Your task is to repeat the lines below exactly, excluding any pictures they contain.

Records shown
------------------------------------------------------------------------
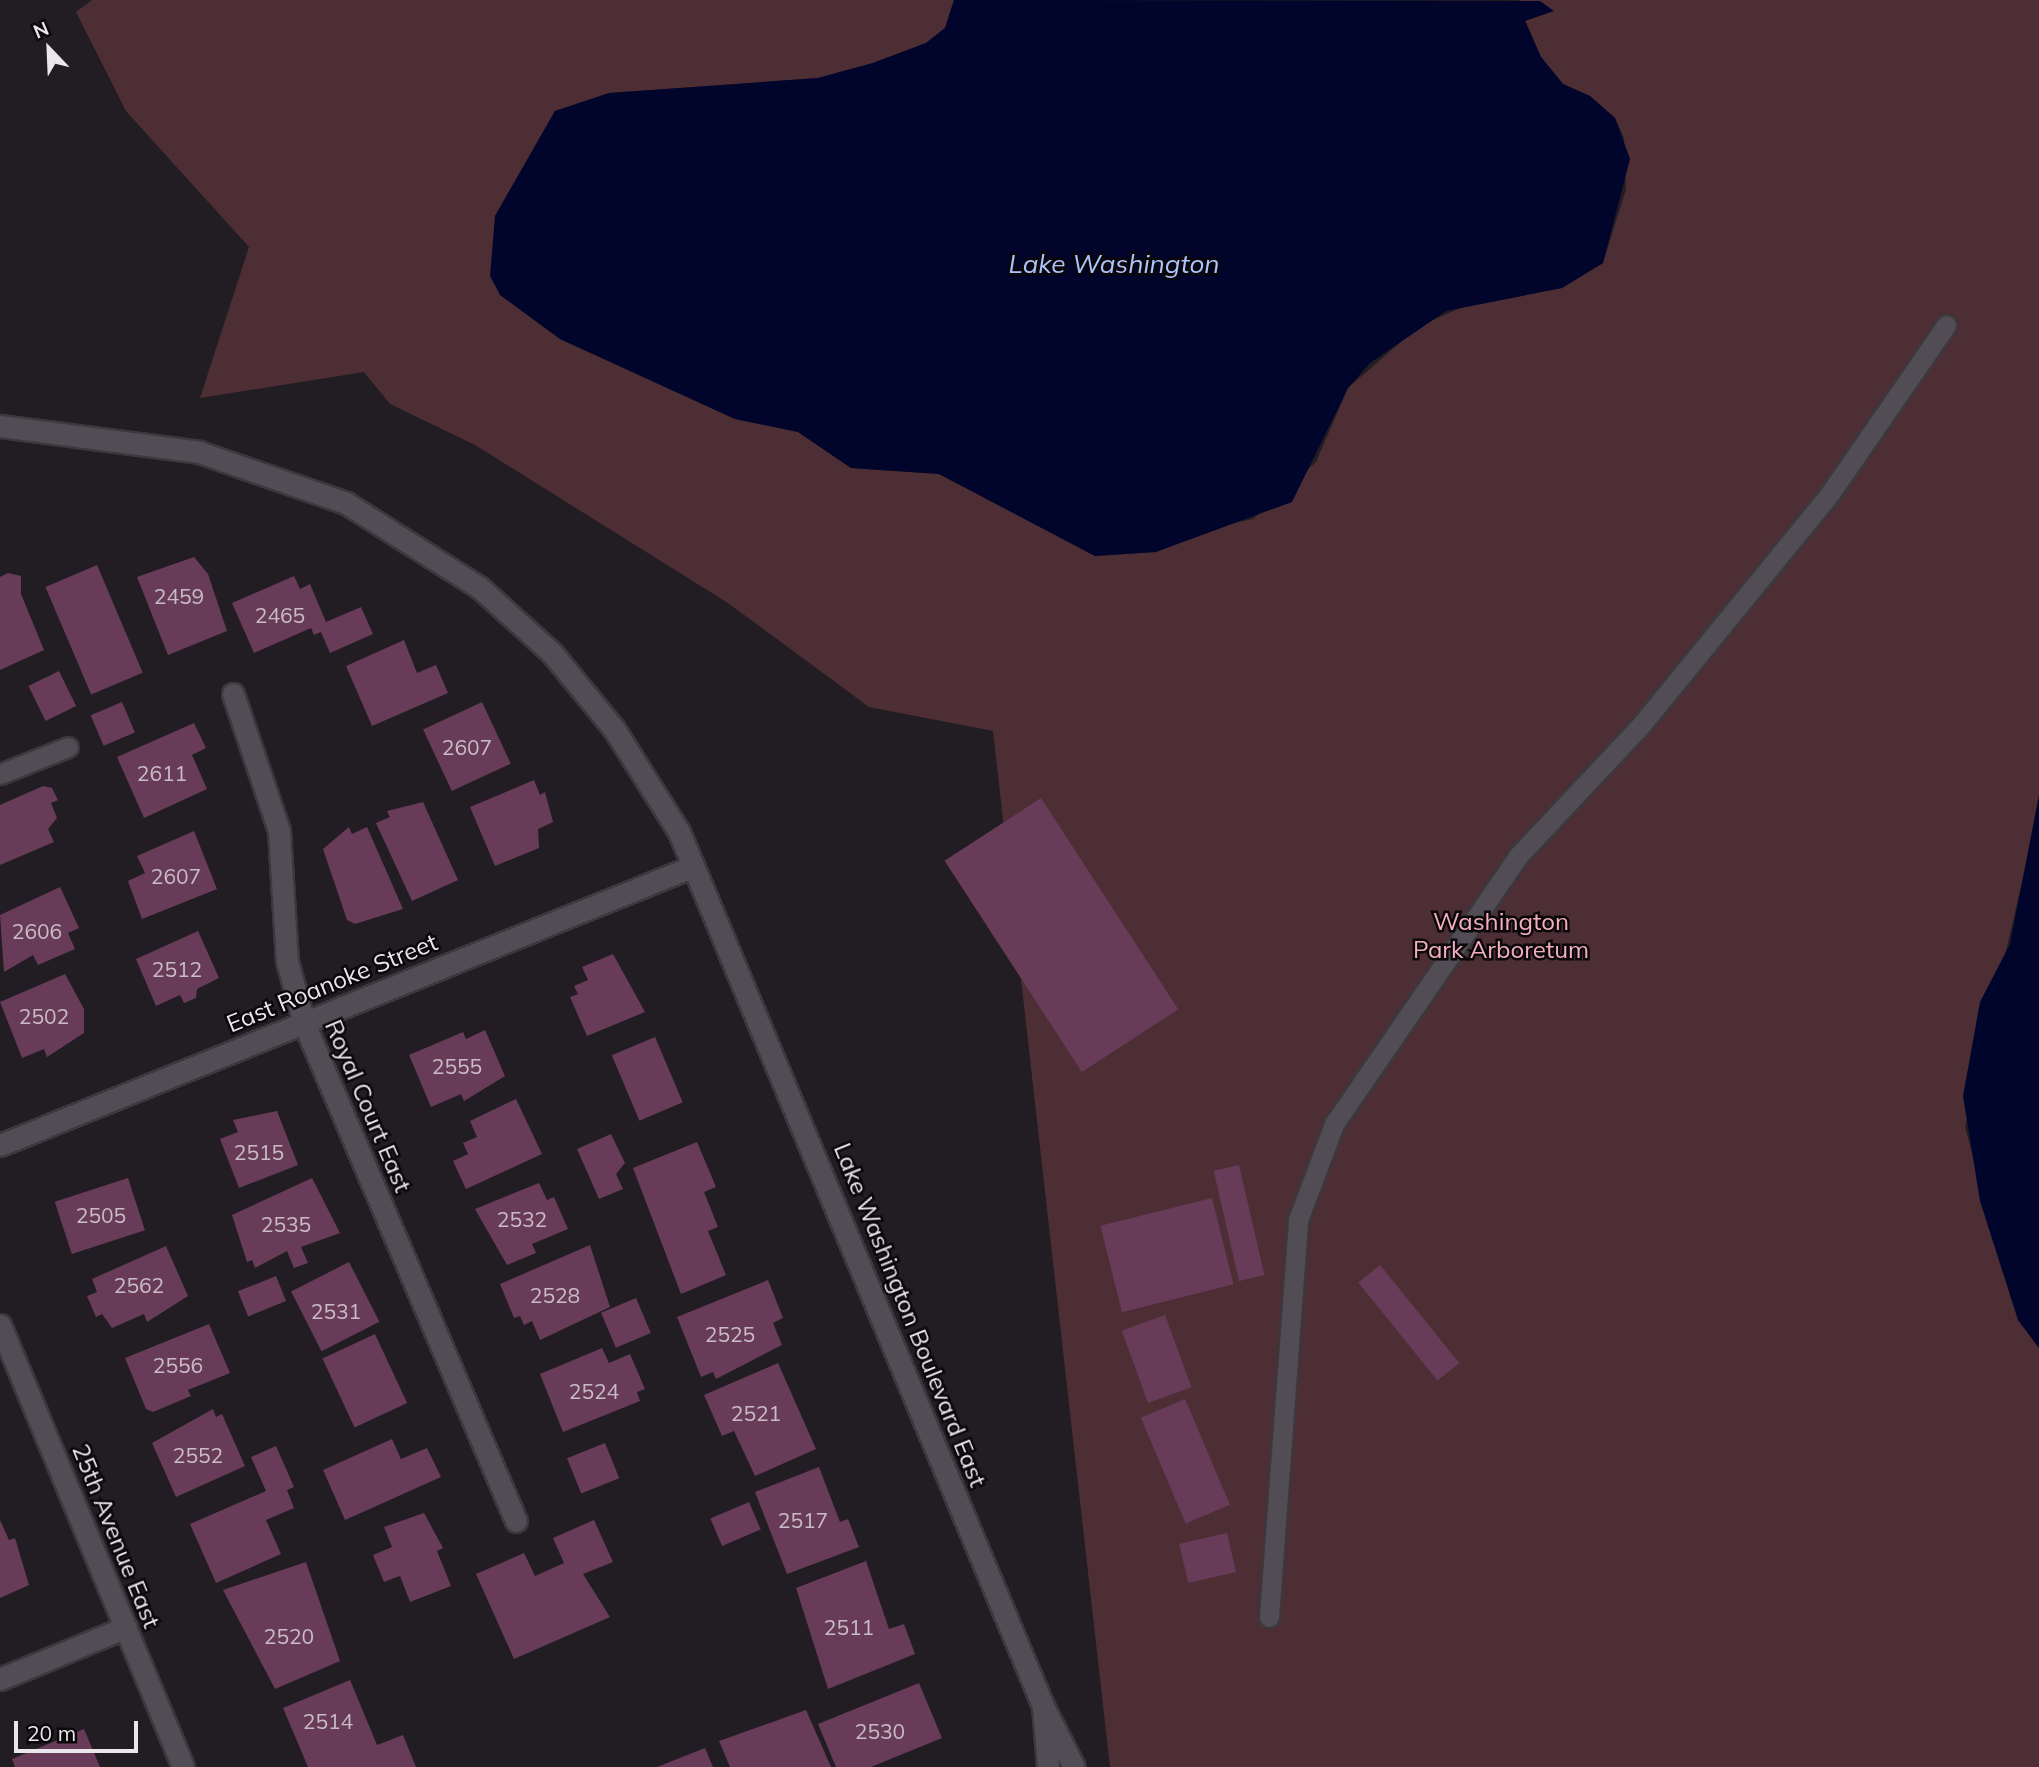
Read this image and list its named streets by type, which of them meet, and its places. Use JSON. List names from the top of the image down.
{
  "streets": {
    "street": [
      "East Roanoke Street",
      "Royal Court East",
      "Lake Washington Boulevard East",
      "25th Avenue East"
    ]
  },
  "crossings": [
    ["East Roanoke Street", "Royal Court East"],
    ["East Roanoke Street", "Lake Washington Boulevard East"]
  ],
  "water": ["Lake Washington"],
  "parks": ["Washington Park Arboretum"],
  "house_numbers": [
    "2459",
    "2465",
    "2607",
    "2611",
    "2607",
    "2606",
    "2512",
    "2502",
    "2555",
    "2515",
    "2505",
    "2532",
    "2535",
    "2562",
    "2528",
    "2531",
    "2525",
    "2556",
    "2524",
    "2521",
    "2552",
    "2517",
    "2511",
    "2520",
    "2514",
    "2530"
  ],
  "scale_bar": "20 m",
  "north": "top left"
}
------------------------------------------------------------------------
Solution to this task
Read this image and list its named streets by type, which of them meet, and its places. Use JSON. List names from the top of the image down.
{
  "streets": {
    "street": [
      "East Roanoke Street",
      "Royal Court East",
      "Lake Washington Boulevard East",
      "25th Avenue East"
    ]
  },
  "crossings": [
    ["East Roanoke Street", "Royal Court East"],
    ["East Roanoke Street", "Lake Washington Boulevard East"]
  ],
  "water": ["Lake Washington"],
  "parks": ["Washington Park Arboretum"],
  "house_numbers": [
    "2459",
    "2465",
    "2607",
    "2611",
    "2607",
    "2606",
    "2512",
    "2502",
    "2555",
    "2515",
    "2505",
    "2532",
    "2535",
    "2562",
    "2528",
    "2531",
    "2525",
    "2556",
    "2524",
    "2521",
    "2552",
    "2517",
    "2511",
    "2520",
    "2514",
    "2530"
  ],
  "scale_bar": "20 m",
  "north": "top left"
}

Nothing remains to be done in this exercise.